マッターホルンの黄昏に聴いた光一と雅樹の夏、あの物語が自分に教えてしまう。
そして帰国した日に見つめた光一の、雅樹の墓に向かう背中に真実がもう、見える。

―光一は雅樹さんだけを想っている、ずっと雅樹さんを追いかけたくて、だから山に登ってきたんだ、

ずっと「雅樹」に泣いてきた光一、その涙から自由になるため山に向かう。
そんな光一の16年間が今ようやく少し解かる、今、自分も孤独を噛んで初めて傷みを知れる。
届けたい想いも声すらも阻まれてしまう涙、怒り、不安、その隔て全てを超えて逢いたいと願う。
けれど願い叶えられない現実の壁と義務、追いたいのに縋れないプライドと傷、それは今の自分も同じだ。

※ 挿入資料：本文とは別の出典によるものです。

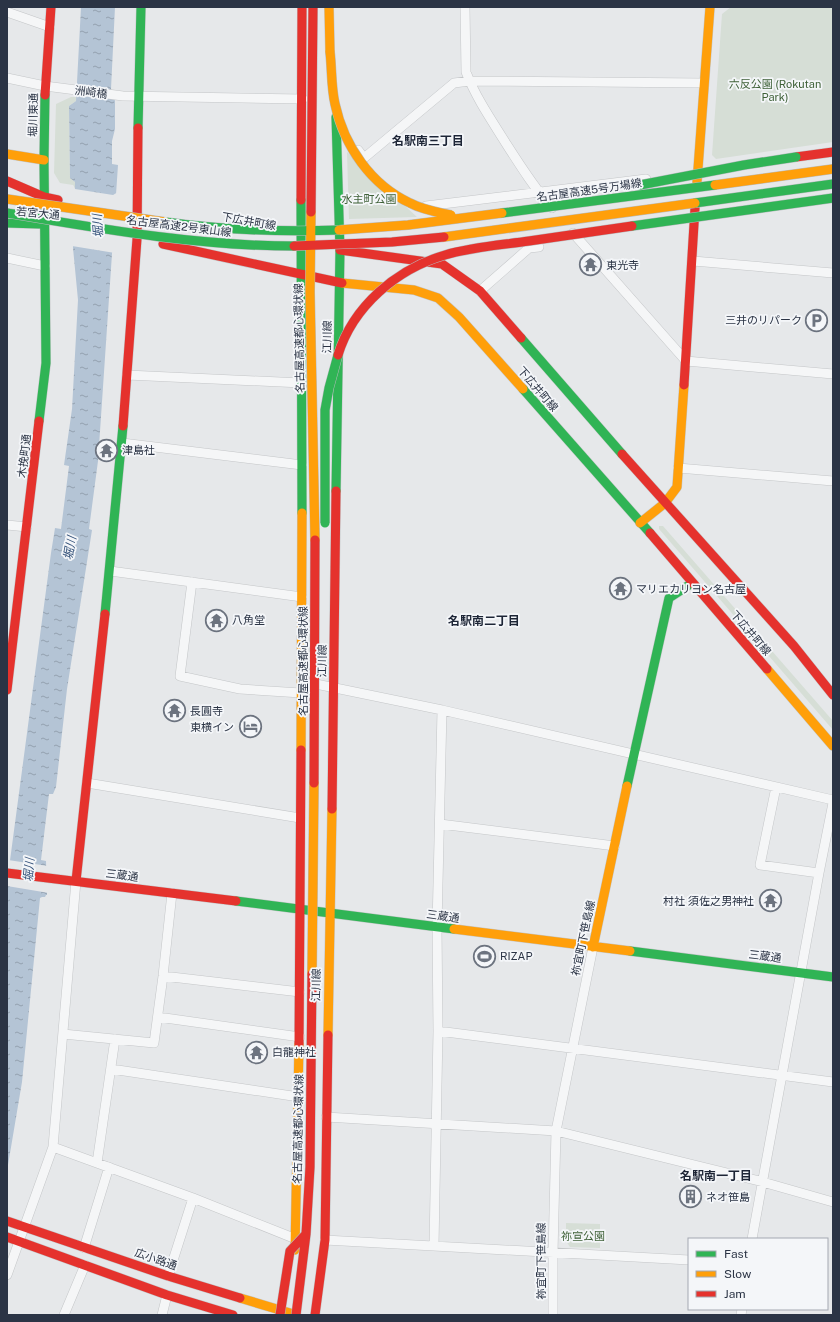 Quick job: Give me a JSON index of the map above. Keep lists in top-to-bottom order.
{
  "streets": {
    "main road": [
      "堀川東通",
      "名古屋高速5号万場線",
      "若宮大通",
      "下広井町線",
      "名古屋高速2号東山線",
      "江川線",
      "名古屋高速都心環状線",
      "木挽町通",
      "三蔵通",
      "祢宜町下笹島線",
      "広小路通"
    ],
    "street": ["洲崎橋"]
  },
  "crossings": [
    ["洲崎橋", "堀川東通"],
    ["洲崎橋", "江川線"],
    ["堀川東通", "若宮大通"],
    ["堀川東通", "木挽町通"],
    ["名古屋高速5号万場線", "名古屋高速2号東山線"],
    ["若宮大通", "下広井町線"],
    ["若宮大通", "木挽町通"],
    ["下広井町線", "江川線"],
    ["下広井町線", "祢宜町下笹島線"],
    ["江川線", "三蔵通"],
    ["江川線", "広小路通"],
    ["三蔵通", "祢宜町下笹島線"]
  ],
  "districts": ["名駅南三丁目", "名駅南二丁目", "名駅南一丁目"],
  "water": ["堀川"],
  "parks": ["六反公園 (Rokutan Park)", "水主町公園", "祢宣公園"],
  "places": {
    "temple": [
      "東光寺",
      "津島社",
      "マリエカリヨン名古屋",
      "八角堂",
      "長圓寺",
      "村社 須佐之男神社",
      "白龍神社"
    ],
    "parking": ["三井のリパーク"],
    "hotel": ["東横イン"],
    "sports": ["RIZAP"],
    "building": ["ネオ笹島"]
  },
  "legend": ["Fast", "Slow", "Jam"]
} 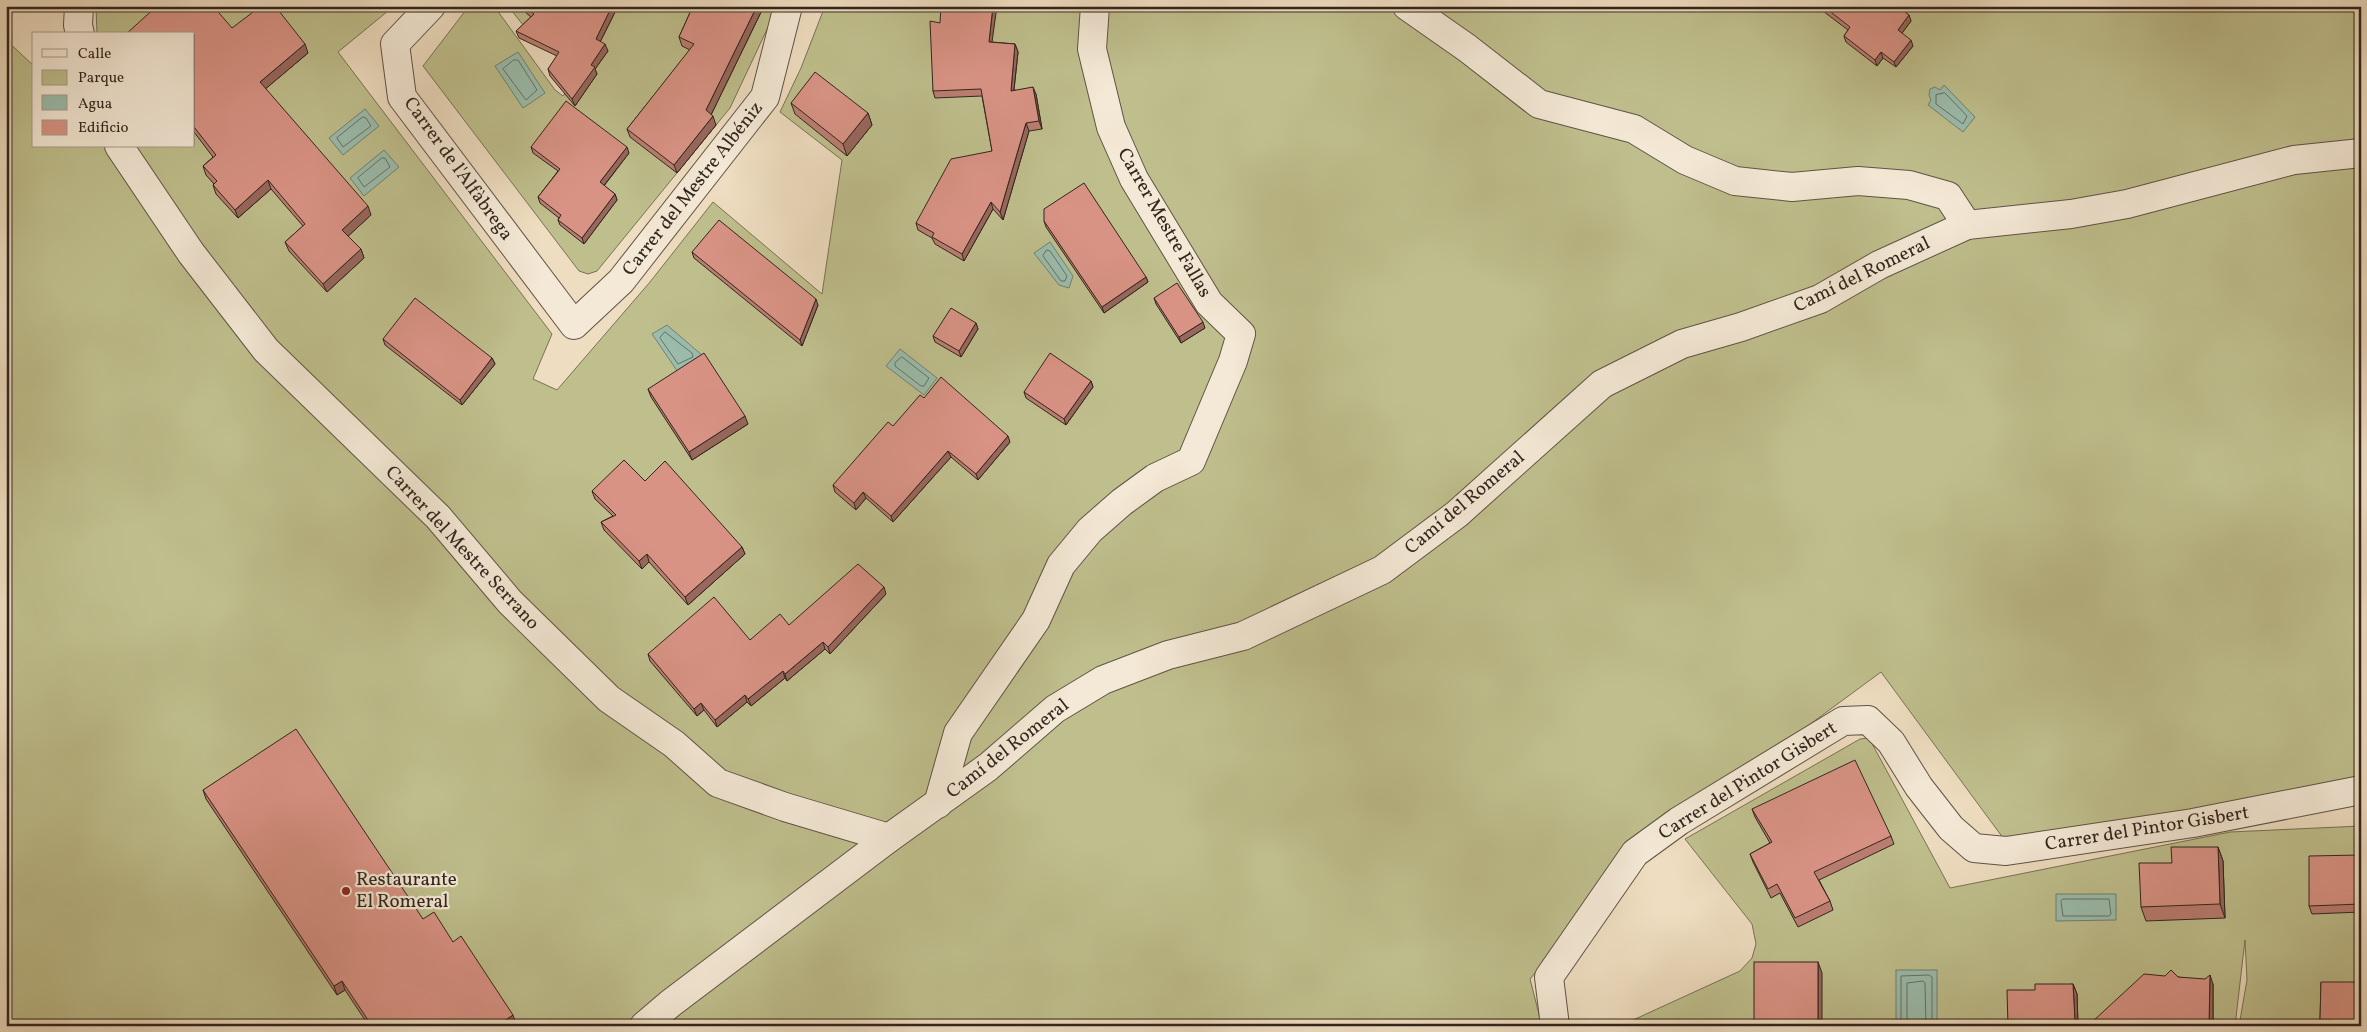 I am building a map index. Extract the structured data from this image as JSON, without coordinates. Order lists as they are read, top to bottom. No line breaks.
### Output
{"streets":{"street":["Carrer de l'Alfàbrega","Carrer del Mestre Albéniz","Carrer Mestre Fallas","Camí del Romeral","Carrer del Mestre Serrano","Carrer del Pintor Gisbert"]},"crossings":[["Carrer de l'Alfàbrega","Carrer del Mestre Albéniz"],["Carrer Mestre Fallas","Camí del Romeral"],["Camí del Romeral","Carrer del Mestre Serrano"]],"places":["Restaurante El Romeral"],"legend":["Calle","Parque","Agua","Edificio"]} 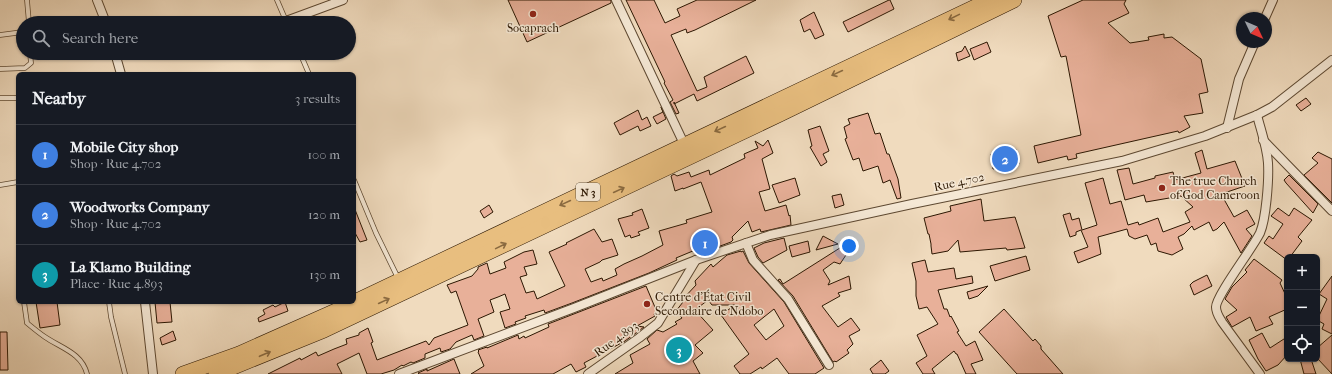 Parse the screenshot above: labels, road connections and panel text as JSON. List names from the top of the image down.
{
  "streets": {
    "highway": ["N 3"],
    "street": ["Rue 4.702", "Rue 4.893"]
  },
  "crossings": [
    ["Rue 4.702", "Rue 4.893"]
  ],
  "places": ["Socaprach", "The true Church of God Cameroon", "Centre d’État Civil Secondaire de Ndobo"],
  "north": "bottom right",
  "page": {
    "search": "Search here",
    "heading": ["Nearby", "3 results"],
    "list": [
      {
        "mark": "1",
        "name": "Mobile City shop",
        "note": "Shop · Rue 4.702",
        "value": "100 m"
      },
      {
        "mark": "2",
        "name": "Woodworks Company",
        "note": "Shop · Rue 4.702",
        "value": "120 m"
      },
      {
        "mark": "3",
        "name": "La Klamo Building",
        "note": "Place · Rue 4.893",
        "value": "130 m"
      }
    ],
    "pins": ["2", "1", "3"],
    "map_buttons": ["+", "−"]
  }
} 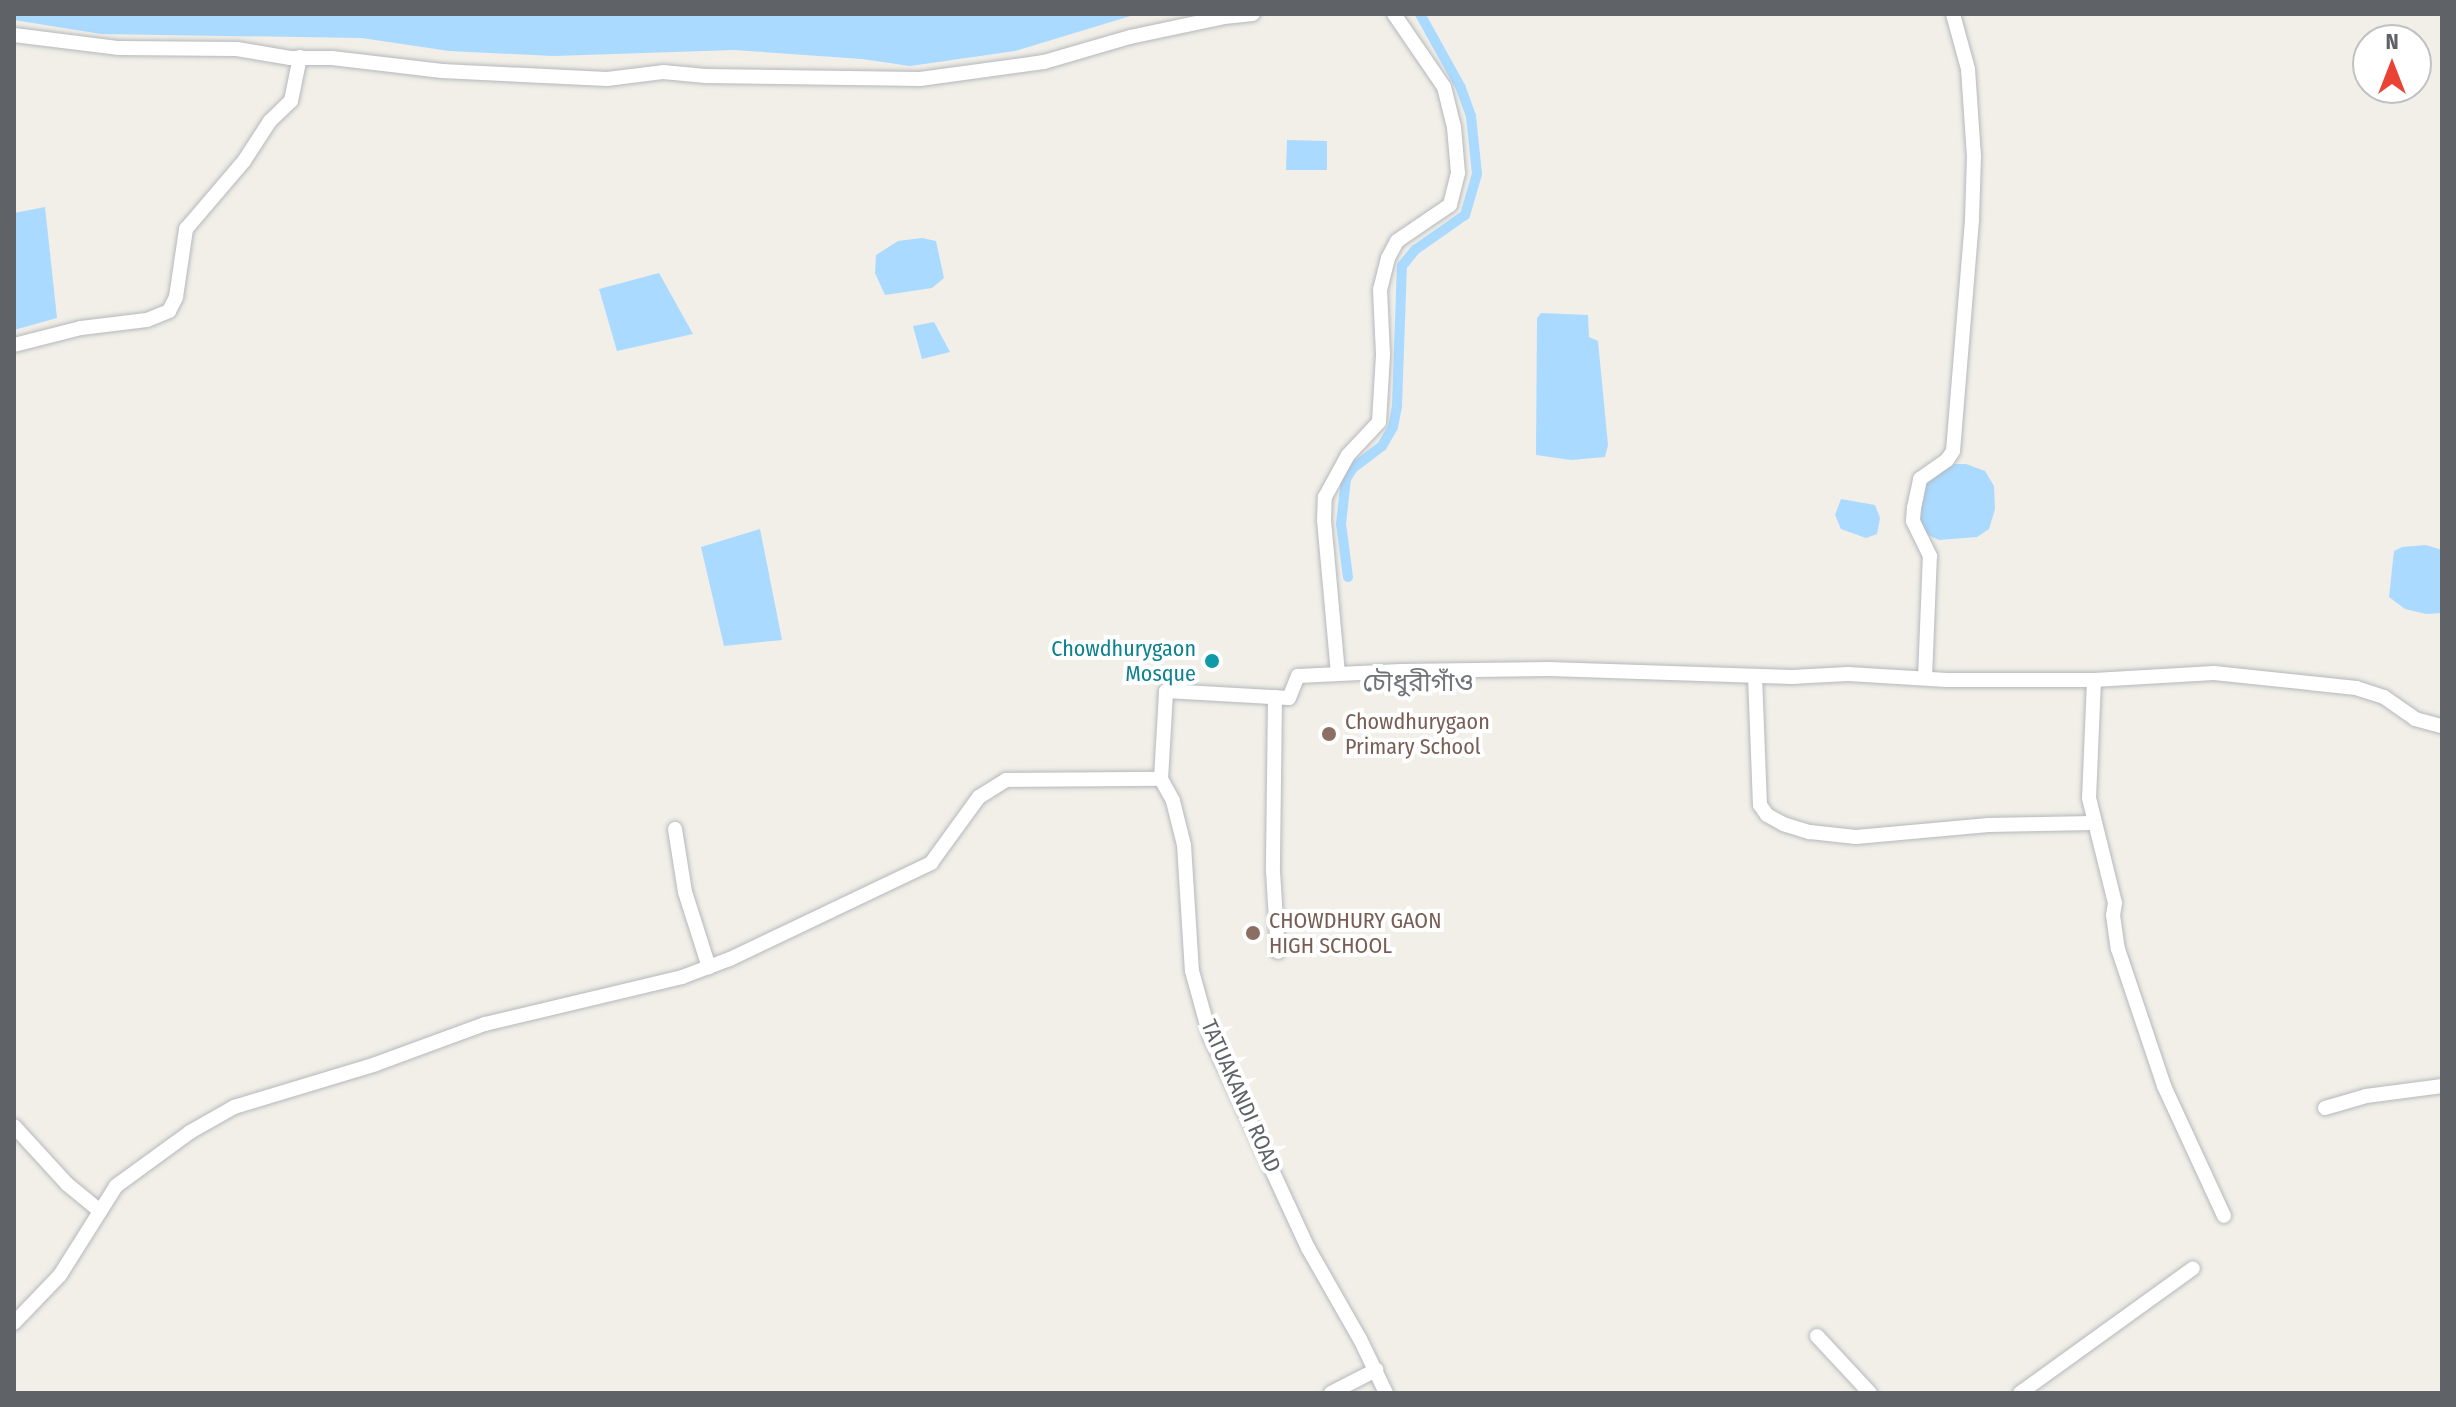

―でも俺は可能性がある、まだ超えられるんだ、光一と違って…それなのに、

光一と雅樹は命で別たれる、そして自分は「法治の正義」に周太と別たれていく。
生と死の隔て超えることは出来ない、けれど自分は可能性を自らの掌で掴み獲れるはず。
この可能性に心明るんで微笑める、孤独に凍えた涙も怒りも希望が温めてまた少し勁くなる。
そう気づいた心が間違いに気付かせて、自分が光一に求めてしまった過ちの罪を見せられる。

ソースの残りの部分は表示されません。